In Tamara Drewe multiple storylines intertwine, bang up against each other and cause a bit of a mess in an idyllic town in the English countryside. And all of it goes a bit pear-shaped with the arrival of the titular character — a local girl who left for the big city to build some sort of journalistic career for herself.

Apparently before the girl left she had a nose that was real spiteful towards her face. So she had it cut down to size. That and a pair of ridiculously skimpy shorts allow her to become the object of the affections of a rock star she interviews, an ageing writer who lives on the neighbouring property and the boy next door (not necessarily in that order). Much to the consternation of the ageing writer’s wife as well as a teenage fan of the rock star.

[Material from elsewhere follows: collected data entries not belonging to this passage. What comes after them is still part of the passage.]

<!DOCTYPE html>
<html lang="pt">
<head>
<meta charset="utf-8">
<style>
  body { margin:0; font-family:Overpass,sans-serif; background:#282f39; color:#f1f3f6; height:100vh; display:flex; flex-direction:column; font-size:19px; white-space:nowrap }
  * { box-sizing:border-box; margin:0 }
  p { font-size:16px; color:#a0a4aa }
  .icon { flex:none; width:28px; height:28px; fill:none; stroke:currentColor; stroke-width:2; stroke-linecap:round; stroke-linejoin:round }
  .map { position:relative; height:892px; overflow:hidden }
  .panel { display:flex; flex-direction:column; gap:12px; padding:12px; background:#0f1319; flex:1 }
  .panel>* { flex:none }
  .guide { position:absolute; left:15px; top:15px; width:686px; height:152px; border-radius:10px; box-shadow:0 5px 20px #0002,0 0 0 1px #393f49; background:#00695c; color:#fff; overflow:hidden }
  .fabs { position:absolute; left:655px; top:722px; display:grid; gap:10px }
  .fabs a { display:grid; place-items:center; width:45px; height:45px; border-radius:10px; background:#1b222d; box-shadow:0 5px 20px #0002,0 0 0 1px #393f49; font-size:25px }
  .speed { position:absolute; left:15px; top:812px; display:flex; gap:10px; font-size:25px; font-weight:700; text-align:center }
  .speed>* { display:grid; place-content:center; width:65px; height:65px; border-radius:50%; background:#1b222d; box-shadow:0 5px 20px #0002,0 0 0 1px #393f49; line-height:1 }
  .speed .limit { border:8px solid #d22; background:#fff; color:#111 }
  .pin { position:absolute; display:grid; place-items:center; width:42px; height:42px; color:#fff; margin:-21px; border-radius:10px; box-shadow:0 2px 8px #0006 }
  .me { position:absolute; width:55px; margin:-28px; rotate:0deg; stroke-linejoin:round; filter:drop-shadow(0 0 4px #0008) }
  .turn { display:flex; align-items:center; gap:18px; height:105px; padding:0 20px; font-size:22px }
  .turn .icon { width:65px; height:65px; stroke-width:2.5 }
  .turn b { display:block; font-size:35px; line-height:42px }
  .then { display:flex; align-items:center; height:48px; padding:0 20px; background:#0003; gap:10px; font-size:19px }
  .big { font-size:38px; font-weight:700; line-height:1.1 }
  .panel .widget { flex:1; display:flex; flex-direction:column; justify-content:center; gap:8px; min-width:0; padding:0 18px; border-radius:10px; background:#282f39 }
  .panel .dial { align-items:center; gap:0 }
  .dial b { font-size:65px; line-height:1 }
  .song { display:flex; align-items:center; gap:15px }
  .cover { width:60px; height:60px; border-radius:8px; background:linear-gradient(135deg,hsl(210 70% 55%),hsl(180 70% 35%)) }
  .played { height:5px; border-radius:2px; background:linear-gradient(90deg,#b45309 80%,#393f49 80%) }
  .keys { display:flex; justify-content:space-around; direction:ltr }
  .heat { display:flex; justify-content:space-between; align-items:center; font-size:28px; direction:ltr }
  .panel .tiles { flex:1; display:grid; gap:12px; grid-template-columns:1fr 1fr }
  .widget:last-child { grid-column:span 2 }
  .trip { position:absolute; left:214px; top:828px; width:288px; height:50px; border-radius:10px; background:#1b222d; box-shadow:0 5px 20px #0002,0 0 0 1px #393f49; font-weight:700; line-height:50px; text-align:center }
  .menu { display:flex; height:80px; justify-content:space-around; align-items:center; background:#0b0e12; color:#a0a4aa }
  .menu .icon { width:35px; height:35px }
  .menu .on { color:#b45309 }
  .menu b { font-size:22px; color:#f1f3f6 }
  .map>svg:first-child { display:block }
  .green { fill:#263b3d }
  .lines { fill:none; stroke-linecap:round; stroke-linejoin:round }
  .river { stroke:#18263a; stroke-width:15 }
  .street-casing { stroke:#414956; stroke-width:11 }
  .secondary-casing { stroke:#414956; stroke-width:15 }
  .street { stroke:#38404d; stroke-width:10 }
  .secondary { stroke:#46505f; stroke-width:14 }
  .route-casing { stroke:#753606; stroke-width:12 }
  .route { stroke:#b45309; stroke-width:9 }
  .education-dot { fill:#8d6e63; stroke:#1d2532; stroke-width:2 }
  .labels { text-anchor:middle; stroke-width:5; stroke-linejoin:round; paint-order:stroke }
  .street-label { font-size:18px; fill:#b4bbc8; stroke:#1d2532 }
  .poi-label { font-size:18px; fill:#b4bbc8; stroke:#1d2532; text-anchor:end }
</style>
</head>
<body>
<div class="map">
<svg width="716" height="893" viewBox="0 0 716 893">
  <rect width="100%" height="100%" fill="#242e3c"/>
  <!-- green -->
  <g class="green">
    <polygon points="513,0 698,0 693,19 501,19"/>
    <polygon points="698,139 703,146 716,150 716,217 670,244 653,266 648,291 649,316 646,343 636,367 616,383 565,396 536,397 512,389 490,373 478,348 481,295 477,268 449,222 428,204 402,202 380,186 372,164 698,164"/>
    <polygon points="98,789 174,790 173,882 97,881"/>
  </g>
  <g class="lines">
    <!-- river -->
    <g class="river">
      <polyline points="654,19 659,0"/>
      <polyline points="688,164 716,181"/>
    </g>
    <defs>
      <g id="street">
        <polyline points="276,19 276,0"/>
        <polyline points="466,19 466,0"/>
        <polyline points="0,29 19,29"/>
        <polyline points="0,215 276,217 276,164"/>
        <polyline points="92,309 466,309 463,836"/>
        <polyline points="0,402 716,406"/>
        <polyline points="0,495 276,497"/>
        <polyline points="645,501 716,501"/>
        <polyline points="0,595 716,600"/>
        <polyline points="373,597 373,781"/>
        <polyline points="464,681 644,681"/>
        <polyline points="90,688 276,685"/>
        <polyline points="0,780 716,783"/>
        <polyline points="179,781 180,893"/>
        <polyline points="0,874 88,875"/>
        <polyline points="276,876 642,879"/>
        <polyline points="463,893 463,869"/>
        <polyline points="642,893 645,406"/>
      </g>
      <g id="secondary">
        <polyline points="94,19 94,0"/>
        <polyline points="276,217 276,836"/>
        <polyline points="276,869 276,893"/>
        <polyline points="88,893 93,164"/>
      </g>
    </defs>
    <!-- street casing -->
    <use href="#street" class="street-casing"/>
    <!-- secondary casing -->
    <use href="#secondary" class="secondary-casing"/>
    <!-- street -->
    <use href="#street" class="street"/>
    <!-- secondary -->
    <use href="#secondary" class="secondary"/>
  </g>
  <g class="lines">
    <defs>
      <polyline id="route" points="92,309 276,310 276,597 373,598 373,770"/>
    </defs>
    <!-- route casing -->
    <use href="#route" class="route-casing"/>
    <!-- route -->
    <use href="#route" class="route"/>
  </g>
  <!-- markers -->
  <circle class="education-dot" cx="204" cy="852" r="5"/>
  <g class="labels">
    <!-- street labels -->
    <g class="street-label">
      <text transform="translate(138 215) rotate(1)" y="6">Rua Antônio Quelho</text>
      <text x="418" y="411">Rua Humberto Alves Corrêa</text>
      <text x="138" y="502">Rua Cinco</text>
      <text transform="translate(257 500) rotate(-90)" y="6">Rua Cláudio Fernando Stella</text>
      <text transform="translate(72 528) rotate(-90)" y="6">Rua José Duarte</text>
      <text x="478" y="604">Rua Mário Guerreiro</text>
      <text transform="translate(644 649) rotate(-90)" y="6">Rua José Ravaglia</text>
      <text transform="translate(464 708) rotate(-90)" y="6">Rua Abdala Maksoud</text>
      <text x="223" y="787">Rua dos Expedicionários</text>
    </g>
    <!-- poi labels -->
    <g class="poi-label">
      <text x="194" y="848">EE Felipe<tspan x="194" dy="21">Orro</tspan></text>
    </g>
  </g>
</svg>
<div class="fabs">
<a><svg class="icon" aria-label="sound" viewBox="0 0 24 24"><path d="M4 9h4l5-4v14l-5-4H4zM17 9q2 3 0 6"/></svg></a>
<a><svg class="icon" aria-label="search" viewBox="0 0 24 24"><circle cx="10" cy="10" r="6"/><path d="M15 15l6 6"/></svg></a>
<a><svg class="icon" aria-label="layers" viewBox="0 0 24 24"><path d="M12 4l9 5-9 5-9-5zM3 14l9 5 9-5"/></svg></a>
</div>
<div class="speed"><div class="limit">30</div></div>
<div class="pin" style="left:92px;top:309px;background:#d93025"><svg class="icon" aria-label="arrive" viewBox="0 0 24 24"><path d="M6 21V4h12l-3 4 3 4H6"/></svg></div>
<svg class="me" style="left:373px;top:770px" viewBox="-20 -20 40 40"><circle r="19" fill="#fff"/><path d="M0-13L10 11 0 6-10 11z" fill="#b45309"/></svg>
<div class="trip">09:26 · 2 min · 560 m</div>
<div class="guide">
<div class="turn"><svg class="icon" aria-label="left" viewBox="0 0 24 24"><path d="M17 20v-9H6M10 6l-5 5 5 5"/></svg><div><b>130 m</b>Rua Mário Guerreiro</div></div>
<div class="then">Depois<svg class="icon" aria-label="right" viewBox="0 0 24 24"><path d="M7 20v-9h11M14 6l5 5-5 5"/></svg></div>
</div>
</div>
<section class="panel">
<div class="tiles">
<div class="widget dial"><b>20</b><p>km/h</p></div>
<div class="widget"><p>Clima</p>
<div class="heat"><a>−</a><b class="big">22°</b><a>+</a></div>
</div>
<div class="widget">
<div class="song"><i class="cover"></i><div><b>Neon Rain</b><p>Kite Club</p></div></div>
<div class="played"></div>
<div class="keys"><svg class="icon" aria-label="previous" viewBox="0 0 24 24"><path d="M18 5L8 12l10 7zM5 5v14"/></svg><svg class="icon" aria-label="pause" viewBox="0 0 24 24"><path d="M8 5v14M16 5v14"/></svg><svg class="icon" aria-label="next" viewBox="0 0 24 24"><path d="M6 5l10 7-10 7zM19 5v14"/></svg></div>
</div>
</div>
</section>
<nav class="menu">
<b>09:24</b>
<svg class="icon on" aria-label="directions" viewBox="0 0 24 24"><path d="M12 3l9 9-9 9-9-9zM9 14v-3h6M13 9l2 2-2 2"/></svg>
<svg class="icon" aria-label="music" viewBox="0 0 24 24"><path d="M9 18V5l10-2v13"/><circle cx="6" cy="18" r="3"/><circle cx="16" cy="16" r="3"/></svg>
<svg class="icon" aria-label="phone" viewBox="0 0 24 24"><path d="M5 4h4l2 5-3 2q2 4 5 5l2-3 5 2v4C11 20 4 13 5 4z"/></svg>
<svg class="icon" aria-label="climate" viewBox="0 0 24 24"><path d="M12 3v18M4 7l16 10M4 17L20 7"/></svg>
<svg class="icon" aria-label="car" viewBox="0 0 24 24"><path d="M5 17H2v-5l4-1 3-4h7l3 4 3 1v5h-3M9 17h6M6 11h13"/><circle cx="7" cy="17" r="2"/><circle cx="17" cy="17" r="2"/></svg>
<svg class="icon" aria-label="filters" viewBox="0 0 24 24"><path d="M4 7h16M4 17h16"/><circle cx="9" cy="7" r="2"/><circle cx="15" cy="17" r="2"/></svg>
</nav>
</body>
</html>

Multiple women feel like they have been scorned at different times in this movie and each of them goes about exacting a specific revenge. What this leads to is a large amount of overall unrest.

Tamara Drewe does a great job of building upon itself and by the time the end credits rolled I felt like I had experienced a very satisfying yarn through many threads of whispered gossip.

As the central character, Gemma Arterton does a good job of appearing alluring and frustrating in equal measure. The support cast is great and director Stephen Frears and editor Mick Audsley pull the proceedings together very nicely.

The movie is based upon a weekly comic strip by Posy Simmonds that was itself inspired by the Thomas Hardy novel Far From The Madding Crowd, and it was a thoroughly pleasant surprise.